Over the weekend I cleaned up a bit at my apartment and when I got to my closet, I realized I never really unpacked when I moved here almost a year ago this month. I had a box of papers, stationery, notes from classes, notes from other people, even photos from high school and my short time on campus. Its like discovering new memories, some pleasent, some memorable, some that are not worth mulling over, its a whole new life I unpacked, dusty and crinkled, among the memorables: whats left of a birthday gift from a surprise birthday, my first away from home; an unsent Thanksgiving card, lost is the intended recipient; and an unsent birthday gift to a now extinct good friend.

It made me pine for the old times when I still knew a lot of my friends, almost all of them from high school, before they bombed out first semester of college, before they forgot who they were, before they just went away. The days we spent shooting the prverbial shite. Memories of a former life that was too short, a life that was unfulfilled and unrealized. Unknown to us as college freshmen the realities of self discipline and the hard facts of life that waited for us each day, and as the years passed life's hardships would claim us one by one, a casualty of the life we wanted to live, a life now impossible as we aged, and in rare cases, matured.

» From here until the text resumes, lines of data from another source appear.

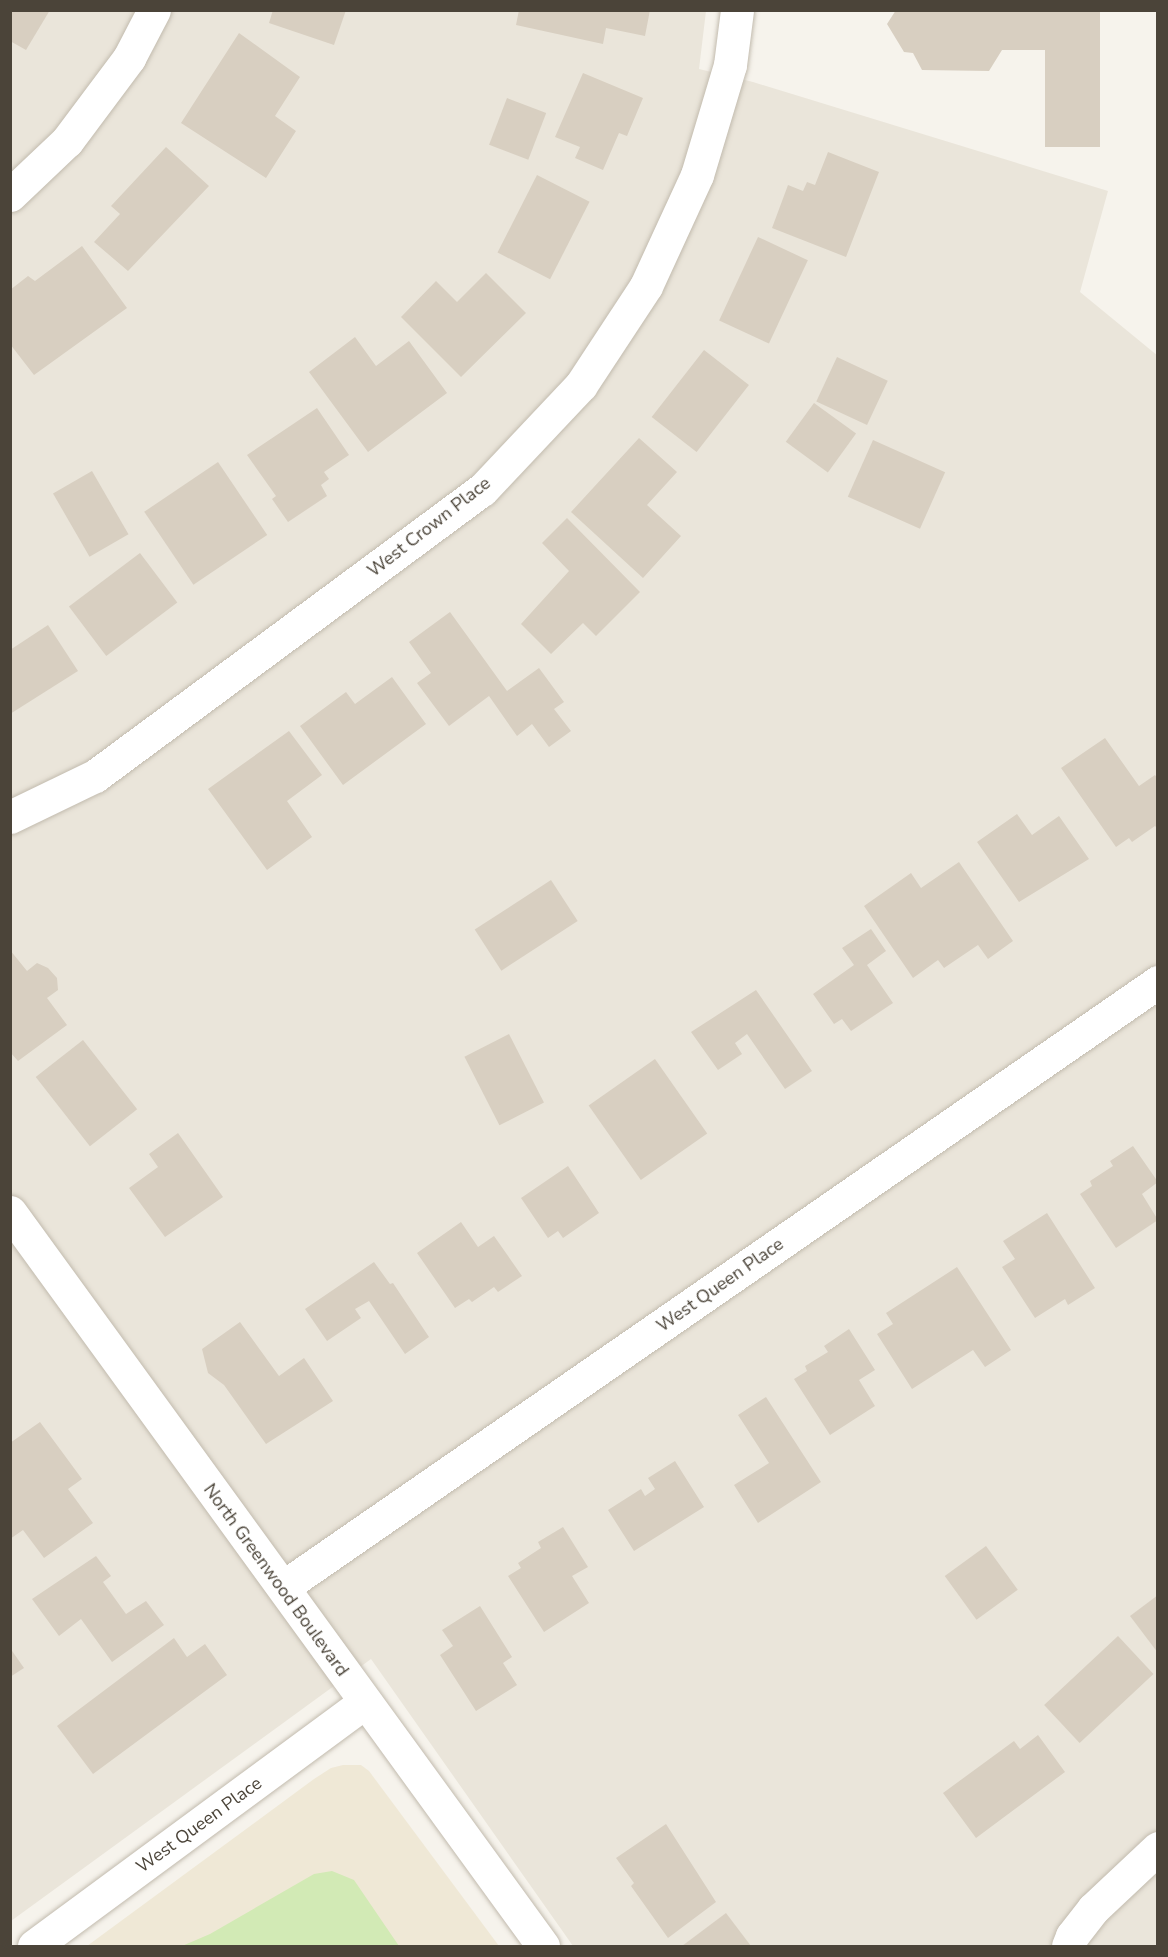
<!DOCTYPE html>
<style>
body{margin:0}
#map{position:relative;width:1168px;height:1957px;overflow:hidden;background:#f6f3ec;font-family:"Nunito Sans",sans-serif}
div>[style]{position:absolute}
[style*='--x']{left:calc(var(--x)*1px);top:calc(var(--y)*1px);width:calc(var(--w)*1px);rotate:calc(var(--a)*1deg)}
.residential>*{inset:0;background:#eae5da}
.education>*{inset:0;background:#efe8d6}
.green>*{inset:0;background:#d2eab5}
.building>*{inset:0;background:#d8cfc1;transform-origin:0 0}
.roads{filter:drop-shadow(0 0 2px #c2bbae) drop-shadow(0 0 2px #c2bbae)}
.street>*{height:33px;margin:-16.5px;padding:0 16.5px;transform-origin:16.5px;border-radius:16.5px;background:#fff}
span{translate:-50% -50%;white-space:nowrap;text-align:center;line-height:1.15;-webkit-text-stroke:5px #fff;paint-order:stroke}
.street-label{font-size:18px;color:#4b4439}
.frame{position:absolute;inset:0;border:12px solid #4b4439;pointer-events:none}
</style>
<div id="map">
<div class="residential">
<i style="clip-path:polygon(11px 11px,706px 11px,699px 69px,753px 82px,1108px 191px,1080px 292px,1158px 356px,1157px 1946px,573px 1946px,371px 1659px,11px 1921px)"></i>
</div>
<div class="education">
<i style="clip-path:polygon(343px 1765px,361px 1765px,369px 1771px,499px 1946px,87px 1946px,314px 1779px,331px 1768px)"></i>
</div>
<div class="green">
<i style="clip-path:polygon(332px 1871px,354px 1880px,399px 1946px,182px 1946px,210px 1934px,314px 1874px)"></i>
</div>
<div class="building">
<i style="clip-path:polygon(10px 10px,50px 10px,26px 50px,10px 41px)"></i>
<i style="clip-path:polygon(273px 10px,346px 10px,334px 45px,269px 23px)"></i>
<i style="clip-path:polygon(519px 10px,650px 10px,645px 36px,606px 28px,603px 44px,516px 25px)"></i>
<i style="clip-path:polygon(896px 10px,1100px 10px,1100px 147px,1045px 147px,1045px 50px,1002px 50px,989px 71px,922px 70px,913px 53px,904px 52px,887px 24px)"></i>
<i style="clip-path:polygon(239px 33px,300px 77px,275px 116px,296px 131px,266px 178px,181px 123px)"></i>
<i style="clip-path:polygon(583px 73px,643px 98px,627px 136px,619px 133px,603px 170px,575px 158px,580px 147px,555px 137px)"></i>
<i style="left:507px;top:98px;width:42px;height:50px;rotate:21deg"></i>
<i style="clip-path:polygon(166px 147px,209px 186px,128px 271px,94px 242px,120px 214px,111px 206px)"></i>
<i style="clip-path:polygon(828px 152px,879px 172px,846px 257px,772px 228px,788px 185px,803px 191px,807px 182px,815px 185px)"></i>
<i style="left:537px;top:175px;width:59px;height:87px;rotate:27deg"></i>
<i style="left:758px;top:237px;width:55px;height:92px;rotate:25deg"></i>
<i style="clip-path:polygon(82px 246px,127px 308px,34px 375px,10px 344px,10px 290px,28px 276px,35px 281px)"></i>
<i style="clip-path:polygon(486px 273px,526px 313px,461px 377px,401px 317px,436px 281px,457px 302px)"></i>
<i style="clip-path:polygon(355px 337px,376px 366px,409px 341px,447px 393px,368px 452px,309px 372px)"></i>
<i style="left:704px;top:350px;width:57px;height:85px;rotate:38deg"></i>
<i style="left:837px;top:357px;width:56px;height:49px;rotate:25deg"></i>
<i style="left:814px;top:403px;width:52px;height:48px;rotate:36deg"></i>
<i style="clip-path:polygon(317px 408px,349px 455px,324px 472px,329px 479px,321px 485px,327px 496px,288px 522px,272px 499px,276px 496px,247px 455px)"></i>
<i style="clip-path:polygon(639px 438px,677px 472px,647px 505px,681px 536px,643px 578px,571px 512px)"></i>
<i style="left:873px;top:440px;width:79px;height:62px;rotate:24deg"></i>
<i style="left:218px;top:462px;width:88px;height:89px;rotate:56deg"></i>
<i style="left:92px;top:471px;width:73px;height:45px;rotate:60deg"></i>
<i style="clip-path:polygon(567px 518px,640px 592px,596px 636px,583px 623px,551px 654px,521px 624px,569px 571px,542px 543px)"></i>
<i style="left:140px;top:553px;width:62px;height:89px;rotate:53deg"></i>
<i style="clip-path:polygon(450px 612px,507px 691px,539px 668px,564px 702px,554px 709px,571px 731px,549px 747px,532px 724px,517px 736px,489px 696px,449px 726px,417px 683px,431px 673px,409px 642px)"></i>
<i style="clip-path:polygon(48px 625px,78px 671px,10px 714px,10px 650px)"></i>
<i style="clip-path:polygon(392px 677px,426px 724px,343px 785px,300px 726px,346px 692px,355px 704px)"></i>
<i style="clip-path:polygon(289px 731px,322px 775px,287px 801px,312px 837px,267px 870px,208px 789px)"></i>
<i style="clip-path:polygon(1105px 738px,1139px 786px,1155px 775px,1158px 779px,1158px 829px,1155px 826px,1132px 842px,1129px 838px,1116px 847px,1061px 768px)"></i>
<i style="clip-path:polygon(1017px 814px,1032px 835px,1059px 816px,1089px 859px,1019px 902px,977px 842px)"></i>
<i style="clip-path:polygon(959px 862px,1013px 941px,988px 959px,978px 945px,944px 968px,938px 960px,913px 978px,864px 906px,911px 873px,921px 888px)"></i>
<i style="left:551px;top:880px;width:49px;height:91px;rotate:57deg"></i>
<i style="clip-path:polygon(871px 929px,886px 951px,867px 965px,893px 1003px,851px 1031px,842px 1019px,834px 1024px,813px 994px,854px 965px,842px 948px)"></i>
<i style="clip-path:polygon(10px 950px,27px 971px,37px 963px,48px 968px,57px 978px,58px 990px,47px 998px,67px 1025px,18px 1061px,10px 1052px)"></i>
<i style="clip-path:polygon(756px 990px,812px 1071px,785px 1089px,747px 1034px,735px 1043px,742px 1054px,718px 1070px,691px 1032px)"></i>
<i style="left:509px;top:1034px;width:77px;height:50px;rotate:63deg"></i>
<i style="left:83px;top:1040px;width:88px;height:60px;rotate:52deg"></i>
<i style="left:655px;top:1059px;width:91px;height:81px;rotate:55deg"></i>
<i style="clip-path:polygon(178px 1133px,223px 1197px,165px 1237px,129px 1188px,158px 1167px,149px 1154px)"></i>
<i style="clip-path:polygon(1133px 1146px,1158px 1182px,1142px 1194px,1158px 1220px,1116px 1248px,1080px 1194px,1092px 1186px,1090px 1181px,1113px 1166px,1110px 1161px)"></i>
<i style="clip-path:polygon(568px 1166px,599px 1213px,563px 1238px,558px 1231px,548px 1238px,521px 1198px)"></i>
<i style="clip-path:polygon(1047px 1213px,1095px 1288px,1068px 1305px,1065px 1299px,1035px 1318px,1002px 1267px,1015px 1259px,1003px 1241px)"></i>
<i style="clip-path:polygon(461px 1222px,478px 1247px,494px 1236px,522px 1276px,498px 1292px,494px 1287px,472px 1302px,469px 1299px,455px 1308px,417px 1253px)"></i>
<i style="clip-path:polygon(374px 1262px,390px 1284px,393px 1283px,429px 1337px,405px 1354px,369px 1301px,355px 1309px,361px 1318px,327px 1341px,305px 1309px)"></i>
<i style="clip-path:polygon(957px 1267px,1011px 1350px,985px 1367px,973px 1350px,912px 1389px,877px 1334px,893px 1324px,886px 1313px)"></i>
<i style="clip-path:polygon(240px 1322px,279px 1376px,304px 1358px,333px 1401px,266px 1444px,224px 1385px,208px 1373px,202px 1349px)"></i>
<i style="clip-path:polygon(849px 1329px,875px 1370px,859px 1380px,875px 1406px,830px 1435px,794px 1379px,807px 1371px,805px 1366px,828px 1352px,824px 1346px)"></i>
<i style="clip-path:polygon(766px 1397px,821px 1482px,758px 1523px,734px 1485px,769px 1463px,738px 1415px)"></i>
<i style="clip-path:polygon(40px 1422px,82px 1479px,68px 1489px,93px 1523px,44px 1558px,23px 1530px,10px 1539px,10px 1443px)"></i>
<i style="clip-path:polygon(675px 1461px,704px 1507px,634px 1551px,608px 1510px,641px 1489px,645px 1496px,655px 1489px,648px 1478px)"></i>
<i style="clip-path:polygon(563px 1527px,588px 1567px,572px 1576px,589px 1603px,544px 1632px,508px 1576px,521px 1568px,518px 1563px,541px 1548px,538px 1542px)"></i>
<i style="left:986px;top:1546px;width:54px;height:51px;rotate:54deg"></i>
<i style="clip-path:polygon(96px 1556px,111px 1576px,103px 1582px,126px 1614px,146px 1601px,164px 1625px,112px 1662px,81px 1619px,59px 1636px,32px 1599px)"></i>
<i style="clip-path:polygon(1158px 1595px,1158px 1653px,1130px 1616px)"></i>
<i style="clip-path:polygon(480px 1606px,512px 1657px,503px 1663px,517px 1685px,476px 1711px,440px 1655px,453px 1646px,442px 1630px)"></i>
<i style="left:1118px;top:1636px;width:52px;height:101px;rotate:47deg"></i>
<i style="clip-path:polygon(174px 1638px,187px 1657px,205px 1644px,227px 1675px,93px 1774px,57px 1726px)"></i>
<i style="clip-path:polygon(10px 1648px,24px 1668px,10px 1677px)"></i>
<i style="clip-path:polygon(1038px 1735px,1065px 1772px,976px 1838px,943px 1793px,1014px 1741px,1020px 1749px)"></i>
<i style="clip-path:polygon(666px 1824px,716px 1902px,668px 1938px,631px 1886px,634px 1883px,616px 1858px)"></i>
<i style="clip-path:polygon(726px 1913px,751px 1946px,682px 1946px)"></i>
</div>
<div class="roads">
<div class="street">
<i style="--x:10;--y:195;--w:79;--a:-43.5"></i>
<i style="--x:67;--y:141;--w:104;--a:-53.2"></i>
<i style="--x:129;--y:58;--w:54;--a:-62.5"></i>
<i style="--x:10;--y:817;--w:94;--a:-25.8"></i>
<i style="--x:95;--y:776;--w:481;--a:-36.5"></i>
<i style="--x:482;--y:490;--w:144;--a:-46.7"></i>
<i style="--x:581;--y:385;--w:118;--a:-56.7"></i>
<i style="--x:646;--y:286;--w:122;--a:-65.3"></i>
<i style="--x:697;--y:175;--w:115;--a:-73.3"></i>
<i style="--x:730;--y:65;--w:55;--a:-82.7"></i>
<i style="--x:10;--y:1212;--w:907;--a:54.01"></i>
<i style="--x:283;--y:1587;--w:1064;--a:-34.66"></i>
<i style="--x:34;--y:1946;--w:410;--a:-36.4"></i>
<i style="--x:1068;--y:1946;--w:11;--a:-68"></i>
<i style="--x:1072;--y:1936;--w:34;--a:-52"></i>
<i style="--x:1093;--y:1909;--w:89;--a:-43.2"></i>
</div>
</div>
<div class="street-label">
<span style="left:429px;top:527px;rotate:-38deg">West Crown Place</span>
<span style="left:720px;top:1285px;rotate:-35deg">West Queen Place</span>
<span style="left:276px;top:1580px;rotate:54deg">North Greenwood Boulevard</span>
<span style="left:199px;top:1825px;rotate:-36deg">West Queen Place</span>
</div>
<div class="frame"></div>
</div>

Now most of them have moved on, returning to school, attempting to move out of lifes hardships, or accepting their lifestyles and working with it. Most I know have gone to other places, some will be going other places soon. Graduation, Travel, Career opportunities. All these have moved people along, as I am going to do. A jumpstart on life that will hopefully pay off and make moving through life a little less painful.

And it goes on for me to think about all the hings I have done up to this point, most people would say that the things that have happened in the past I ahve shaped them into the person they are today, and that theoy would not change what has happened to them in the past, whether bad or good. Me there are so many things I wish I could have done differently, so many what ifs; what if I did this differently? what if I said this instead of thta? what if i actually talked to this certain person more? what if I let this person know about my feelings or views? Would things have changed for the better? Would I not be on the brink of an emotional meltdown if I told her how i felt, or just to simply talk to her, instead of letting my social disorders cloud my judgement.
As moving day these things come upon me, strangely I am an emotional person that does not like radical change in my life, like what will be going on, within the next few months things will change and I am just afraid at what is on the horizon, what is there that I cannot see, that I cannot even imagine. How will I take it all, will my friends be fine? will they even care or notice that I will not be there anymore? I expect them not to, for it is routine for normal people to take in stride the changes that life brings, I, on the other hand, cannot look to the future of change and evolution of mind without being truly frightened of how it will affect me or how it will change things. I guess what I am trying to hint is that I dont ike change, especially something as radical as this.